Our approach defends from a variety of tracking and deanonymization attacks:

  • Singling out, which corresponds to the possibility to isolate some or all records which identify an individual in the dataset
  • Linkability, which is the ability to link, at least, two records concerning the same data subject or a group of data subjects
  • Inference, which is the possibility to deduce, with significant probability, the value of an attribute from the values of a set of other attributes.

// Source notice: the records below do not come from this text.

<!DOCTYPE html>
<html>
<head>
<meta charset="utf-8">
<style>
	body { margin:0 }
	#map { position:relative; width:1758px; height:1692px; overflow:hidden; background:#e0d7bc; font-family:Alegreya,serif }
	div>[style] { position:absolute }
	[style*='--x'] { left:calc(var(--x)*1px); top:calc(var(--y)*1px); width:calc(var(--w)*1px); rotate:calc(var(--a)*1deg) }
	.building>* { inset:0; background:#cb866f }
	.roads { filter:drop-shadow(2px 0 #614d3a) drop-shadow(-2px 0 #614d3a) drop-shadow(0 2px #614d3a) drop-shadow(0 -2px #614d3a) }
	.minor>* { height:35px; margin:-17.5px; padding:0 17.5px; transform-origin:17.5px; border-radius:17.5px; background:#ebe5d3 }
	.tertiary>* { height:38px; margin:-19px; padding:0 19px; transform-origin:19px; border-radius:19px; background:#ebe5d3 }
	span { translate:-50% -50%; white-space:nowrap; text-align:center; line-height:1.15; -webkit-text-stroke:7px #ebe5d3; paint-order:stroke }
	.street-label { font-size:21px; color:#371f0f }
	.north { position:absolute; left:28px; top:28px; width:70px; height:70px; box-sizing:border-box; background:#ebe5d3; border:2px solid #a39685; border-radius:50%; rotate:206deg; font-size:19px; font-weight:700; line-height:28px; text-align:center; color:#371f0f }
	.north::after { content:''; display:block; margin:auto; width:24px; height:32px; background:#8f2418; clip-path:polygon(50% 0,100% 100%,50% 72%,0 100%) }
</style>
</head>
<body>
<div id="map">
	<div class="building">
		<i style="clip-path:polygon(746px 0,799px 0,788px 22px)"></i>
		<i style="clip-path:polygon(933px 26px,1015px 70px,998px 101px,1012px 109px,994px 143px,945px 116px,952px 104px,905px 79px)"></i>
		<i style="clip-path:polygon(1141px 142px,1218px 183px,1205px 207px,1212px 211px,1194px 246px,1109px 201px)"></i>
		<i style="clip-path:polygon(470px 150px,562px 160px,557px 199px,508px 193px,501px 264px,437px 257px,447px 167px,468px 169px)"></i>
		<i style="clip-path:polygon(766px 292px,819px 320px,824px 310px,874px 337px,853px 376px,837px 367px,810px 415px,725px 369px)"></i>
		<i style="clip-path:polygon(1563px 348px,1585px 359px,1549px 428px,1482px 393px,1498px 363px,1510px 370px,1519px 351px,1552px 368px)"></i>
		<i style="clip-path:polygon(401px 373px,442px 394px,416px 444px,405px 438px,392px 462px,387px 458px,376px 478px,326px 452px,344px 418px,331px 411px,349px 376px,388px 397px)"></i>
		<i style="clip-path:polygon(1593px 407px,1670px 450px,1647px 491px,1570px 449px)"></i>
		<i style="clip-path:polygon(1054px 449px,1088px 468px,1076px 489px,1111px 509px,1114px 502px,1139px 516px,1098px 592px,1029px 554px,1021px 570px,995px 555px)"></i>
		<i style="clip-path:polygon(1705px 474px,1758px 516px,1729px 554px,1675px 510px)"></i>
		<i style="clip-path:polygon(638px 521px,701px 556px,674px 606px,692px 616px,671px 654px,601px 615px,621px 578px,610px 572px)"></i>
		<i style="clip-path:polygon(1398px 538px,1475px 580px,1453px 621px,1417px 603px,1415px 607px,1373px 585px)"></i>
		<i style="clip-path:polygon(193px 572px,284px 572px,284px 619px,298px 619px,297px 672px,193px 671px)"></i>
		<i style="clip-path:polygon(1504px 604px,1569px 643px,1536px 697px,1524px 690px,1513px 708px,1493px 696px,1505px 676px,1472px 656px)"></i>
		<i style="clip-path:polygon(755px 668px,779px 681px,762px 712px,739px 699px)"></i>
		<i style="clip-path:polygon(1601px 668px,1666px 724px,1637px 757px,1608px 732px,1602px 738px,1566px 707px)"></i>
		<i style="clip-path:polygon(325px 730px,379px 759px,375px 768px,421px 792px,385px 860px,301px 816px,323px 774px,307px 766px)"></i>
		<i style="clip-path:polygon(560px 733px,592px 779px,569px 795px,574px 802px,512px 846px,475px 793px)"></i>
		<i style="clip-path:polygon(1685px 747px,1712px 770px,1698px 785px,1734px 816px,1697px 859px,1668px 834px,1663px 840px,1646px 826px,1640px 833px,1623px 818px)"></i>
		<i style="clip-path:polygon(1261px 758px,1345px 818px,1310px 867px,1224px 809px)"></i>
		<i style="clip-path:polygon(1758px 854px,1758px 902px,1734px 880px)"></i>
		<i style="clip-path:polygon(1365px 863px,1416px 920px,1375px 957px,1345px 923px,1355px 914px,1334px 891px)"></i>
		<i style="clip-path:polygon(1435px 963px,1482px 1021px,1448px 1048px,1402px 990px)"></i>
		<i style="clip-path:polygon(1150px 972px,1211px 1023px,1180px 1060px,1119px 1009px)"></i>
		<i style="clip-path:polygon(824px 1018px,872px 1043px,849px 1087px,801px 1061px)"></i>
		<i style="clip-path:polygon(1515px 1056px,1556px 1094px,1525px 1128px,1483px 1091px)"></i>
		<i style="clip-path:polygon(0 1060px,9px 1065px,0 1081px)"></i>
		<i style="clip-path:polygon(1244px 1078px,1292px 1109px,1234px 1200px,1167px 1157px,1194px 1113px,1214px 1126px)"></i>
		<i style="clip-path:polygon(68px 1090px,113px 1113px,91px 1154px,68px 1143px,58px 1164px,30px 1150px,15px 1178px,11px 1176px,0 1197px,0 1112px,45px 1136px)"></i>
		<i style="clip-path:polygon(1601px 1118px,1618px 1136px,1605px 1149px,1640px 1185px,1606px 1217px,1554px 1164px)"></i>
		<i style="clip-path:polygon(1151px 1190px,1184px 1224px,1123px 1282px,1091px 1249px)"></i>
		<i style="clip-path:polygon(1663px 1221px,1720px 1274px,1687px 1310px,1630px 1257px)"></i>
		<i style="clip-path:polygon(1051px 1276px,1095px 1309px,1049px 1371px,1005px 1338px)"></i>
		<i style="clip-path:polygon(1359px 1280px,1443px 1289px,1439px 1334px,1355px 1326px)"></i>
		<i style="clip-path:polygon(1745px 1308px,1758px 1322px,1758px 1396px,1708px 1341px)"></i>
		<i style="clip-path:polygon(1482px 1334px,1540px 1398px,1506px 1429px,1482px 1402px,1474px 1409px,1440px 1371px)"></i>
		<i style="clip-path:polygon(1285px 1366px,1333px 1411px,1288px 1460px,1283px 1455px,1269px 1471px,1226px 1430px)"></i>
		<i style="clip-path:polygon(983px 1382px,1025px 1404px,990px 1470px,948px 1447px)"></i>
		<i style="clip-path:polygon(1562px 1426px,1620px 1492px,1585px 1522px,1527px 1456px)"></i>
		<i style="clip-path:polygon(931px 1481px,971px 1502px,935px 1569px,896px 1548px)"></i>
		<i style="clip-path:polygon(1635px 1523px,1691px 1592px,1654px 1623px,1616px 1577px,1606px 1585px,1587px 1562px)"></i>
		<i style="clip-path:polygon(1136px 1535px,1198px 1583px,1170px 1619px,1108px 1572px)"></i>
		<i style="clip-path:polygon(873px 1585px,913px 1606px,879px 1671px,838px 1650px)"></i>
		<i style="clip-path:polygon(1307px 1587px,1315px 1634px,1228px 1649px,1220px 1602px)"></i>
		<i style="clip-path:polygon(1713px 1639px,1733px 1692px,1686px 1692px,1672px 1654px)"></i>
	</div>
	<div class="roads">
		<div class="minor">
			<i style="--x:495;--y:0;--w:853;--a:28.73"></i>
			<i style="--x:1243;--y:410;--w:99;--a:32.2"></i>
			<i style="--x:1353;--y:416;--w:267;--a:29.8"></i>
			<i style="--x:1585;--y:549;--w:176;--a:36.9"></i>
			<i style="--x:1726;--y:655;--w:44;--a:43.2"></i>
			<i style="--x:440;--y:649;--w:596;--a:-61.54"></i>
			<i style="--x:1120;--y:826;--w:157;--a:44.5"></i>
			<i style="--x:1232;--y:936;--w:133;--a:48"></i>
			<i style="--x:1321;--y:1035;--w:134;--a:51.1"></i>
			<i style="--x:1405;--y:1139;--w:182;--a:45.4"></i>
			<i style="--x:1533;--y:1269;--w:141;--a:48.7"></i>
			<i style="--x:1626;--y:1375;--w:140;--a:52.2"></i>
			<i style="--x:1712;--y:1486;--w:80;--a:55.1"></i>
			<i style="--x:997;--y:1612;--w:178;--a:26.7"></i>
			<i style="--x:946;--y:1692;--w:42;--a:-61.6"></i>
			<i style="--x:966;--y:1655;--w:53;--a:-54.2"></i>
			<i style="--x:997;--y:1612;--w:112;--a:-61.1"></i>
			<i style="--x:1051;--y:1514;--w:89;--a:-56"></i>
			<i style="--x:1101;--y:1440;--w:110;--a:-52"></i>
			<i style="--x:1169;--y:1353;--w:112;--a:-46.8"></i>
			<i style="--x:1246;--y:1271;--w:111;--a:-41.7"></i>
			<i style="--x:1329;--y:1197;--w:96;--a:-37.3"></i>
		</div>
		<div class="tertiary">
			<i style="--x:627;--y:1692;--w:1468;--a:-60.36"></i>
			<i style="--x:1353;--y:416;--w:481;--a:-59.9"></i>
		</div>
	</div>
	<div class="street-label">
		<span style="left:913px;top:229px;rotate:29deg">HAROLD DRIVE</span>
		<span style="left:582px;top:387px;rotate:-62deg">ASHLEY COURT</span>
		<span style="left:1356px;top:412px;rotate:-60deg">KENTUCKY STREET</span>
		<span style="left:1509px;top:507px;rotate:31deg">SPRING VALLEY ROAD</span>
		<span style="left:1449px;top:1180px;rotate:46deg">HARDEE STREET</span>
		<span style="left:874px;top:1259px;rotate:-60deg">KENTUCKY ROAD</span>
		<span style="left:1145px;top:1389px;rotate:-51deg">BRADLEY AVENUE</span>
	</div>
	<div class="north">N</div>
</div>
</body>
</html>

Clean Insights also aims to improve the security of the measurement process by defending against the following threats:

  • Surveillance & Censorship (DoS, Information Disclosure, Repudiation): Traffic Analysis can identify users of a specific app based on the inclusion of a certain instance of an analytics package, connections to a specific endpoint, or traffic fingerprinting
  • Increased Vulnerabilities (Spoofing, Tampering, Elevation of Privs): Inclusion of unvetted, insecure third-party analytics libraries can lead to backdoors in software, man in the middle attacks through weak network security, and a general broader set of attack vectors for someone seeking unauthorized access to data and services.
  • Weaponization of Users (Tampering, DoS): Traffic from a set of users can be redirect and effectively weaponized to perform a DDoS attack against any desired target.